Work to be completed ->
What is needed here is an exact transcription of the entries that follow.

Data listing ->

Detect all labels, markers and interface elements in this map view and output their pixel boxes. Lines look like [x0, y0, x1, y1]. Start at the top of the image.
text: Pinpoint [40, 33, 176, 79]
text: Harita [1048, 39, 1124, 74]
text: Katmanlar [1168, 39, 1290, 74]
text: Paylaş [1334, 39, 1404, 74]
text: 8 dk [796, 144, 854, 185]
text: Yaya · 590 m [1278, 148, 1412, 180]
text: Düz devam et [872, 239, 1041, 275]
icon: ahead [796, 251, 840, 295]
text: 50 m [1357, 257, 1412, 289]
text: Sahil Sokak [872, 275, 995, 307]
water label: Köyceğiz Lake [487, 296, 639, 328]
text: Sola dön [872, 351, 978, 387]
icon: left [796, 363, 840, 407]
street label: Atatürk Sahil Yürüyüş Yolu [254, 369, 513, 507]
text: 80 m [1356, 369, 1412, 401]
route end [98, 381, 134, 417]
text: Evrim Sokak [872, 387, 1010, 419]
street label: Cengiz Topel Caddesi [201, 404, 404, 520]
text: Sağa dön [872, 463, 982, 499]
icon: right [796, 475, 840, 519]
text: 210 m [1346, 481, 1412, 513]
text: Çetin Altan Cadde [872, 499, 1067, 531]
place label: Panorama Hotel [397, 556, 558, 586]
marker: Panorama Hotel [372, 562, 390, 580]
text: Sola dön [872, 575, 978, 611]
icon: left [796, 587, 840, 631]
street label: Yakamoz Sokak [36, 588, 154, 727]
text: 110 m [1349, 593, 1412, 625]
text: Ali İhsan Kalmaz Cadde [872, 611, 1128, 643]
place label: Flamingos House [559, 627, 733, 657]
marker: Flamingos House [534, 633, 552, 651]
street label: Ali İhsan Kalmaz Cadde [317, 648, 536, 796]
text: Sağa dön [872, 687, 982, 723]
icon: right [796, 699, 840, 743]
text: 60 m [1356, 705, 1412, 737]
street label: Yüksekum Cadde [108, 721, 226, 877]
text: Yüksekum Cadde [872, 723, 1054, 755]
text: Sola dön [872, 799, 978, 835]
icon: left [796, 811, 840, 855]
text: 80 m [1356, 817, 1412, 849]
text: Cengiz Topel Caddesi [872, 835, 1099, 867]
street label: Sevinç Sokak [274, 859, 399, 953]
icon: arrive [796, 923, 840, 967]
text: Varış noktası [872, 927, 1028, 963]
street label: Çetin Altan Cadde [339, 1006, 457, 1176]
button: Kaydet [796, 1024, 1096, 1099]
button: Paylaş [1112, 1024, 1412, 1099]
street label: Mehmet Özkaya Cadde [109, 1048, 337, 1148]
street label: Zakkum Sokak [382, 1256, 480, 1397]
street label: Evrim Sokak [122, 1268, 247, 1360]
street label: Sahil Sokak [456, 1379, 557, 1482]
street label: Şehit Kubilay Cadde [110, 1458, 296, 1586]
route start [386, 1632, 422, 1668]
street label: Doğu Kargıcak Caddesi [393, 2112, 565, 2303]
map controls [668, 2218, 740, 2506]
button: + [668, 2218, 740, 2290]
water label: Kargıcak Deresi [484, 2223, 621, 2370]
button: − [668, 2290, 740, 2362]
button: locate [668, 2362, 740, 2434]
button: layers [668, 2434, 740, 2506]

Solution for this problem ->
Detect all labels, markers and interface elements in this map view and output their pixel boxes. Lines look like [x0, y0, x1, y1]. Start at the top of the image.
text: Pinpoint [40, 33, 176, 79]
text: Harita [1048, 39, 1124, 74]
text: Katmanlar [1168, 39, 1290, 74]
text: Paylaş [1334, 39, 1404, 74]
text: 8 dk [796, 144, 854, 185]
text: Yaya · 590 m [1278, 148, 1412, 180]
text: Düz devam et [872, 239, 1041, 275]
icon: ahead [796, 251, 840, 295]
text: 50 m [1357, 257, 1412, 289]
text: Sahil Sokak [872, 275, 995, 307]
water label: Köyceğiz Lake [487, 296, 639, 328]
text: Sola dön [872, 351, 978, 387]
icon: left [796, 363, 840, 407]
street label: Atatürk Sahil Yürüyüş Yolu [254, 369, 513, 507]
text: 80 m [1356, 369, 1412, 401]
route end [98, 381, 134, 417]
text: Evrim Sokak [872, 387, 1010, 419]
street label: Cengiz Topel Caddesi [201, 404, 404, 520]
text: Sağa dön [872, 463, 982, 499]
icon: right [796, 475, 840, 519]
text: 210 m [1346, 481, 1412, 513]
text: Çetin Altan Cadde [872, 499, 1067, 531]
place label: Panorama Hotel [397, 556, 558, 586]
marker: Panorama Hotel [372, 562, 390, 580]
text: Sola dön [872, 575, 978, 611]
icon: left [796, 587, 840, 631]
street label: Yakamoz Sokak [36, 588, 154, 727]
text: 110 m [1349, 593, 1412, 625]
text: Ali İhsan Kalmaz Cadde [872, 611, 1128, 643]
place label: Flamingos House [559, 627, 733, 657]
marker: Flamingos House [534, 633, 552, 651]
street label: Ali İhsan Kalmaz Cadde [317, 648, 536, 796]
text: Sağa dön [872, 687, 982, 723]
icon: right [796, 699, 840, 743]
text: 60 m [1356, 705, 1412, 737]
street label: Yüksekum Cadde [108, 721, 226, 877]
text: Yüksekum Cadde [872, 723, 1054, 755]
text: Sola dön [872, 799, 978, 835]
icon: left [796, 811, 840, 855]
text: 80 m [1356, 817, 1412, 849]
text: Cengiz Topel Caddesi [872, 835, 1099, 867]
street label: Sevinç Sokak [274, 859, 399, 953]
icon: arrive [796, 923, 840, 967]
text: Varış noktası [872, 927, 1028, 963]
street label: Çetin Altan Cadde [339, 1006, 457, 1176]
button: Kaydet [796, 1024, 1096, 1099]
button: Paylaş [1112, 1024, 1412, 1099]
street label: Mehmet Özkaya Cadde [109, 1048, 337, 1148]
street label: Zakkum Sokak [382, 1256, 480, 1397]
street label: Evrim Sokak [122, 1268, 247, 1360]
street label: Sahil Sokak [456, 1379, 557, 1482]
street label: Şehit Kubilay Cadde [110, 1458, 296, 1586]
route start [386, 1632, 422, 1668]
street label: Doğu Kargıcak Caddesi [393, 2112, 565, 2303]
map controls [668, 2218, 740, 2506]
button: + [668, 2218, 740, 2290]
water label: Kargıcak Deresi [484, 2223, 621, 2370]
button: − [668, 2290, 740, 2362]
button: locate [668, 2362, 740, 2434]
button: layers [668, 2434, 740, 2506]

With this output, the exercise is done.